France : Un passif financier de 700 000 euros sert de levier au gouvernement pour sceller le sort d’une institution publique en 2026

La préparation du budget de l’État français pour la période 2026-2027 provoque une onde de choc au sein des organismes publics de défense des droits. Au cœur des arbitrages financiers, une décision administrative menace directement la pérennité d’une structure établie depuis plusieurs décennies, soulevant l’indignation des syndicats et des élus locaux qui y voient une atteinte à l’information citoyenne.

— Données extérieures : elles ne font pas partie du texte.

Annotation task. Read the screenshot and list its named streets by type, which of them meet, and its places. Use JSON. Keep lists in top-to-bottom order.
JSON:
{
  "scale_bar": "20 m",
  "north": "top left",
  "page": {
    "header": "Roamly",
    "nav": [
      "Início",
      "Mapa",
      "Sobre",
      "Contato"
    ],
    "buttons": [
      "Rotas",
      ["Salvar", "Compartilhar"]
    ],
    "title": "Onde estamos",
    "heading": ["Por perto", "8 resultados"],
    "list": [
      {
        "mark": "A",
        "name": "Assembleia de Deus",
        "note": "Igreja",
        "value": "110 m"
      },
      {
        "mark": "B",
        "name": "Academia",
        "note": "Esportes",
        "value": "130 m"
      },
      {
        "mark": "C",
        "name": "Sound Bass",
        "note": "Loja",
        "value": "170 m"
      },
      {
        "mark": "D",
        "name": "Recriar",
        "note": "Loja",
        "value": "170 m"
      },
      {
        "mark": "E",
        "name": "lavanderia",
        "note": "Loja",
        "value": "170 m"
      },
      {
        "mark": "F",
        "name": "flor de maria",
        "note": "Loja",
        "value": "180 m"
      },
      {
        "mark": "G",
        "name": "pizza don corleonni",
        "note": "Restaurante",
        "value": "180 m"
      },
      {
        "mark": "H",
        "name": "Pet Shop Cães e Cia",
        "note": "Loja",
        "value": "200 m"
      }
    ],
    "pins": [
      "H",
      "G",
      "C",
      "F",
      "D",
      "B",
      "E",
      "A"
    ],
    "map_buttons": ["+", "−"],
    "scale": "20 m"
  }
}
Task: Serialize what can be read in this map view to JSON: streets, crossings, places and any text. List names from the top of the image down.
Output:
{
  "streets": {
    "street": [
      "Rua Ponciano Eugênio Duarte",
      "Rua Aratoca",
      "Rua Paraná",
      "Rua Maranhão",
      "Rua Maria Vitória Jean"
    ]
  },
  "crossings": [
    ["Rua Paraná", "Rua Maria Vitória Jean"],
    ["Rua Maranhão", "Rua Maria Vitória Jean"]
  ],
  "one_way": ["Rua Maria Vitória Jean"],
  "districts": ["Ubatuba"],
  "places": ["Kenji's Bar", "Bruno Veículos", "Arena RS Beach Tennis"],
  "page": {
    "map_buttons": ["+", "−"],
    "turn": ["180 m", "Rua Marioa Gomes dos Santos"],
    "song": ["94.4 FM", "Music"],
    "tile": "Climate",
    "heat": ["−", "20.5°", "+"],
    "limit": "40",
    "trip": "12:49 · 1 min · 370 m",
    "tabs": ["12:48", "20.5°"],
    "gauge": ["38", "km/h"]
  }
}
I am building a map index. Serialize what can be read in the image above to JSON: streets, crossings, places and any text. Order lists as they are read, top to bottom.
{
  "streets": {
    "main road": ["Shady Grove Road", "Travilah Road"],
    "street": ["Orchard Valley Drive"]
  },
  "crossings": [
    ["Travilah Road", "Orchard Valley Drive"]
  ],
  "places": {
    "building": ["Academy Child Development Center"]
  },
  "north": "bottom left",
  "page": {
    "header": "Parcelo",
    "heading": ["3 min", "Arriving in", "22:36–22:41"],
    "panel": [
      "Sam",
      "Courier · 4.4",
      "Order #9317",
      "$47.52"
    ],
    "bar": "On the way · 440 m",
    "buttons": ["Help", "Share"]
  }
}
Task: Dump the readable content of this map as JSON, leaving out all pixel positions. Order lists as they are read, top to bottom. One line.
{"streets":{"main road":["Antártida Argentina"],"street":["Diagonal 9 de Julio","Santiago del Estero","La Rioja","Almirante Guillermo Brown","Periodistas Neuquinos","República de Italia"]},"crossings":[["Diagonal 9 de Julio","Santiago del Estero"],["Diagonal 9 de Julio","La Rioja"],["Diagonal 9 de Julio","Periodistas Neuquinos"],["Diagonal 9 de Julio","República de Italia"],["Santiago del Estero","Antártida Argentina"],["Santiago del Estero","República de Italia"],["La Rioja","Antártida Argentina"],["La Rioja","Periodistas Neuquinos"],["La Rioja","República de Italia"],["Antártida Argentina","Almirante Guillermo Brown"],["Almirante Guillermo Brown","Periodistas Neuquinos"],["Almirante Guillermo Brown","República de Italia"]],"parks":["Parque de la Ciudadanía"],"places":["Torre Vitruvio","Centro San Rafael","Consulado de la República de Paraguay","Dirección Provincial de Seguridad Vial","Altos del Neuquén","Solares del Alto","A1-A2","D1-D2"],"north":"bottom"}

Selon les informations rapportées par l’agence Anadolu, l’Institut national de la consommation (INC) et son titre phare, le magazine « 60 millions de consommateurs », sont visés par une fermeture programmée d’ici mars 2026. Le document budgétaire envisage également une alternative sous forme de cession du titre à un acteur privé. Cette perspective a immédiatement déclenché une mobilisation sociale, matérialisée lundi par des rassemblements à Paris et à la mairie de Malakoff, réunissant salariés et soutiens politiques.

**Un motif économique contesté par les représentants du personnel**

La justification avancée par les autorités repose sur la nécessité de réaliser des économies. Toutefois, cet argument est vivement contesté en interne. Lionel Maugain, délégué syndical et journaliste pour le média, a qualifié cette décision de « liquidation du lanceur d’alerte » sur les ondes de France Inter. Il pointe une disproportion entre la mesure radicale envisagée et la réalité comptable de l’établissement, dont le déficit pour 2024 se limite à 700 000 euros. Un montant jugé marginal au regard des missions de service public assurées par l’institution.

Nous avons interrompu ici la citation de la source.